Russie : avec Alexeï Navalny, l’opposition "ne cesse de monter" et "la peur est en train de changer de camp", selon une chercheuse
Selon Marie Mendras, la condamnation d'Alexeï Navalny est "tellement arbitraire et grotesque" que "cela va augmenter la détermination de la société engagée" et "la pression de tous les gouvernements occidentaux" sur Moscou.
Alexeï Navalny, le principal opposant à Vladimir Poutine, a été condamné mardi soir à une peine de prison ferme pour avoir violé son contrôle judiciaire, alors qu’il était en convalescence en Allemagne. Des manifestations ont eu lieu et plus d’un millier de personnes ont été arrêtées. Le signe que "le Kremlin a très peur de Navalny" et que "la peur est en train de changer de camp", interprète Marie Mendras, chercheuse au CNRS et professeure à Sciences Po.
franceinfo : Que va-t-il se passer après la condamnation d’Alexeï Navalny, et l’arrestation de ses partisans ? Ces manifestations peuvent-elles déstabiliser le Kremlin ?
Marie Mendras : Absolument. Il est clair que le Kremlin a très peur de Navalny, de ses équipes partout en Russie et de ses millions de supporters. Pas seulement les milliers dans les rues, mais les millions de personnes sur son blog, les réseaux sociaux, sa télévision… C’est tellement arbitraire et grotesque comme décision que personne ne prend au sérieux cette parodie de justice. Cela va augmenter la détermination de la société engagée, et, on le voit bien, augmenter la pression de tous les gouvernements occidentaux.
Est-ce-que Moscou peut utiliser la carte du "Eux contre Nous" après cette indignation occidentale ?
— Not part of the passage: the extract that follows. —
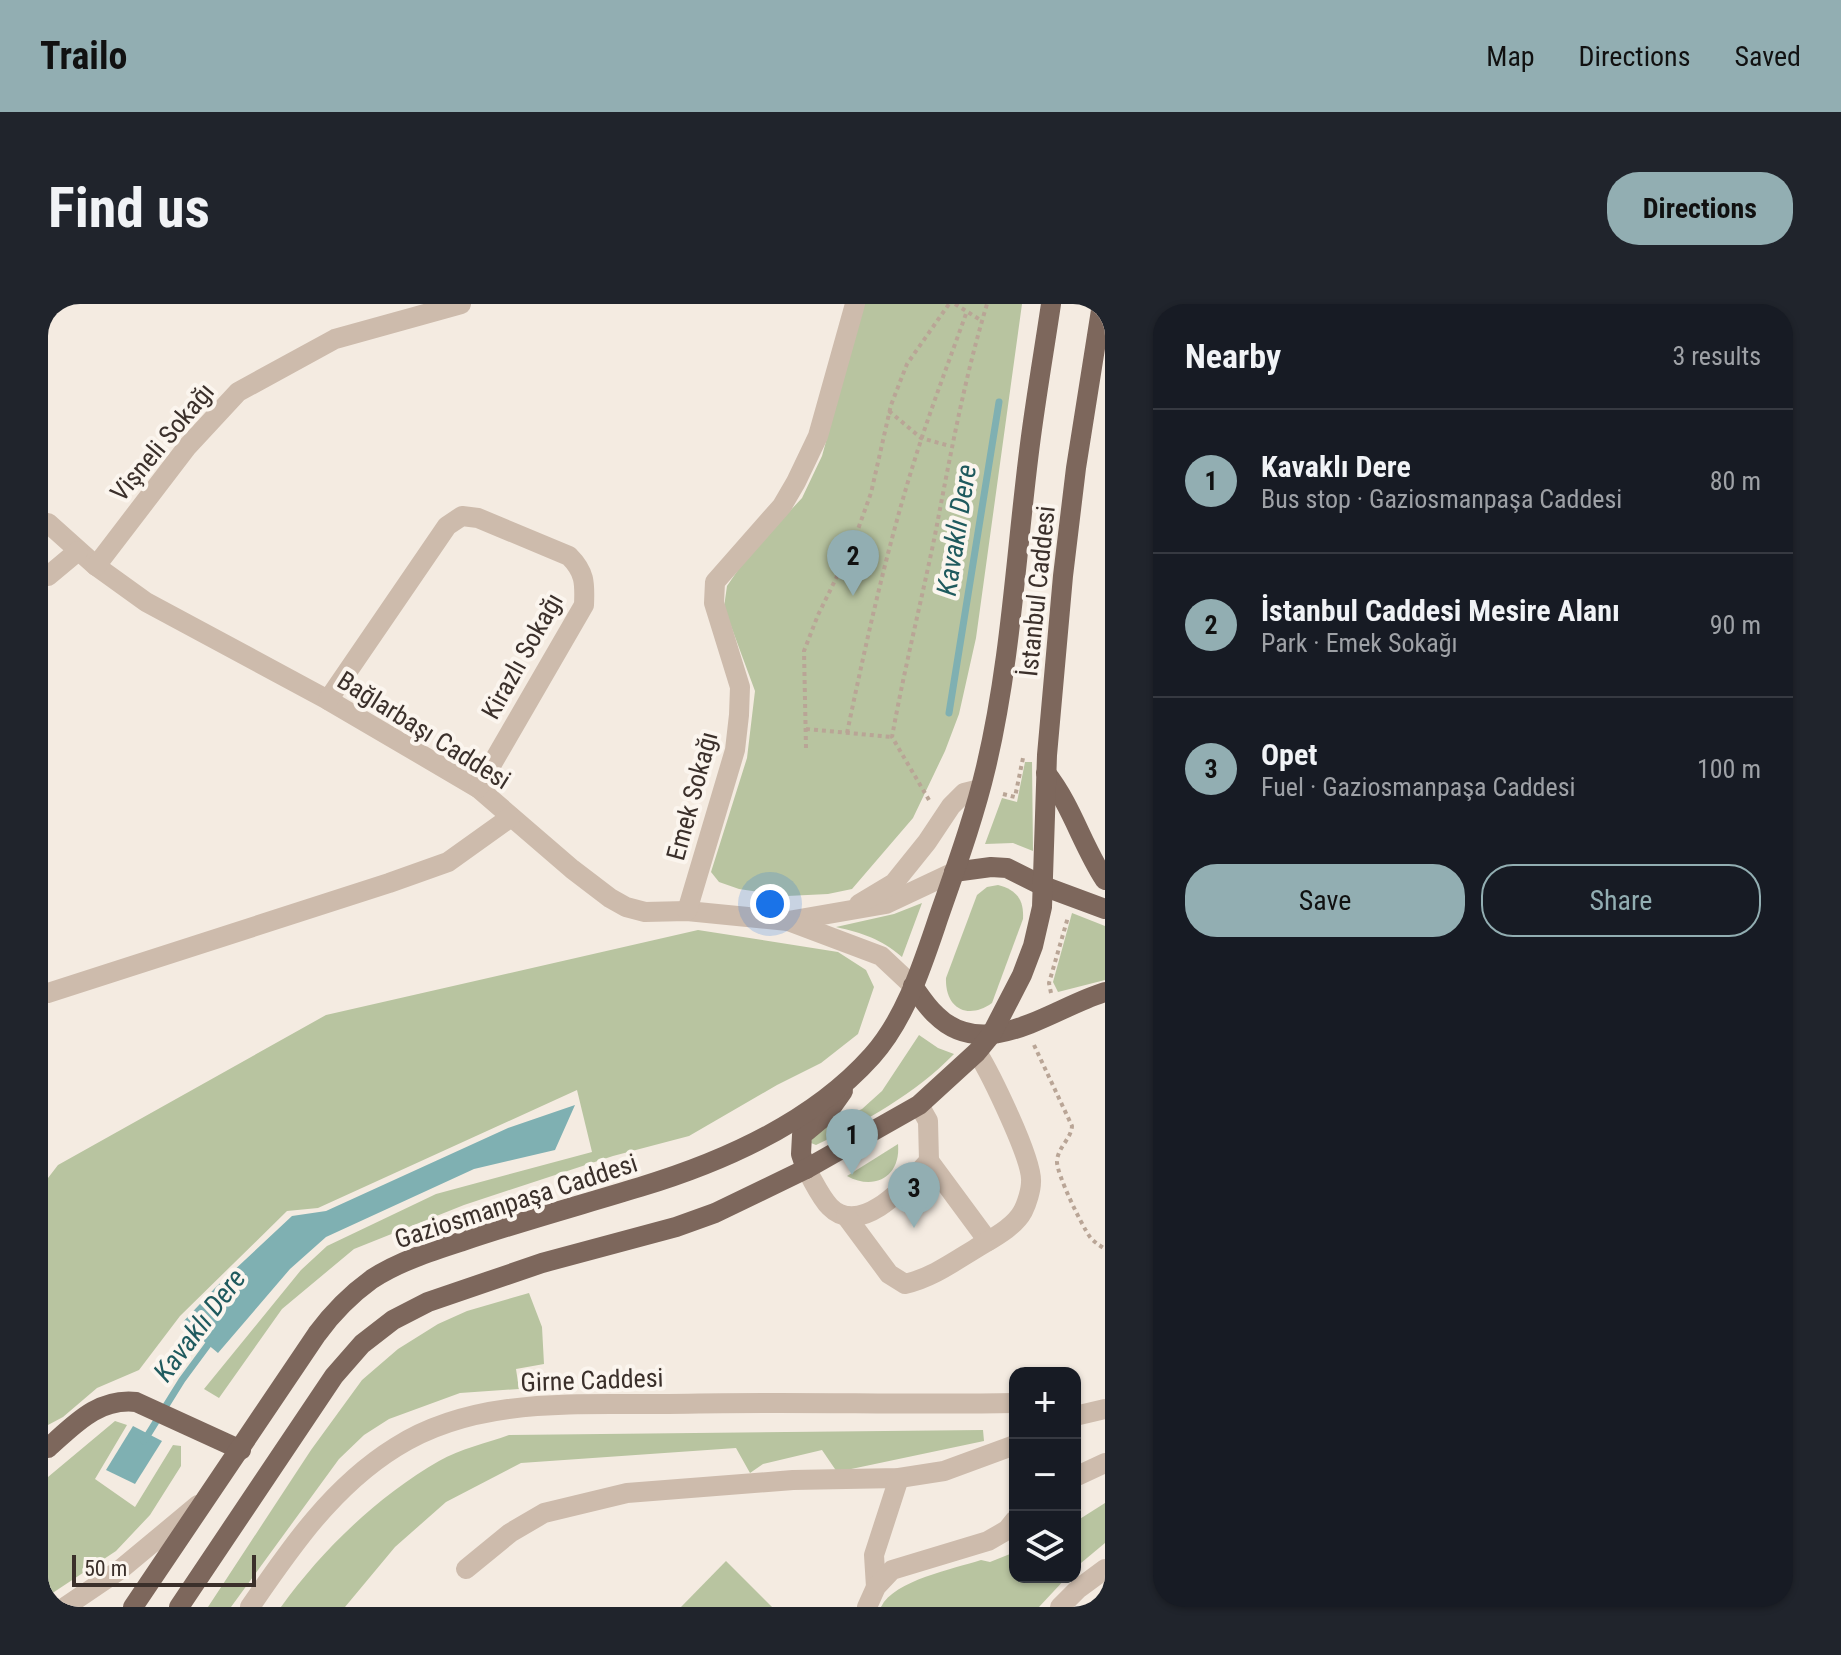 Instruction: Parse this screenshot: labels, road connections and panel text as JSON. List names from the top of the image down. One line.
{"streets":{"main road":["İstanbul Caddesi","Gaziosmanpaşa Caddesi"],"street":["Vişneli Sokağı","Kirazlı Sokağı","Bağlarbaşı Caddesi","Emek Sokağı","Girne Caddesi"]},"crossings":[["Vişneli Sokağı","Bağlarbaşı Caddesi"],["İstanbul Caddesi","Gaziosmanpaşa Caddesi"],["Kirazlı Sokağı","Bağlarbaşı Caddesi"],["Bağlarbaşı Caddesi","Emek Sokağı"]],"water":["Kavaklı Dere"],"scale_bar":"50 m","page":{"header":"Trailo","nav":["Map","Directions","Saved"],"buttons":["Directions",["Save","Share"]],"title":"Find us","heading":["Nearby","3 results"],"list":[{"mark":"1","name":"Kavaklı Dere","note":"Bus stop · Gaziosmanpaşa Caddesi","value":"80 m"},{"mark":"2","name":"İstanbul Caddesi Mesire Alanı","note":"Park · Emek Sokağı","value":"90 m"},{"mark":"3","name":"Opet","note":"Fuel · Gaziosmanpaşa Caddesi","value":"100 m"}],"pins":["2","1","3"],"map_buttons":["+","−"],"scale":"50 m"}}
Oui, mais pour le dire à qui ? Je crois que c’est ça qui est en train de changer en Russie depuis plusieurs années. La majorité des Russes n’a plus du tout confiance dans la propagande officielle, et ne pense plus que Poutine soit leur sauveur.
"Il y a de moins en moins de respect pour Poutine, et de plus en plus de colère contre un mauvais gouvernement."
Marie Mendras, chercheuse au CNRSà franceinfo
Il n’a pas su gérer la pandémie, il ne sait pas redresser l’économie et laisse une grande partie des Russes de plus en plus démunis matériellement. Et, sur ce fond de déclin et d’arbitraire, l’opposition démocratique, dont Navalny est le principal leader et la grande voix, ne cesse de monter.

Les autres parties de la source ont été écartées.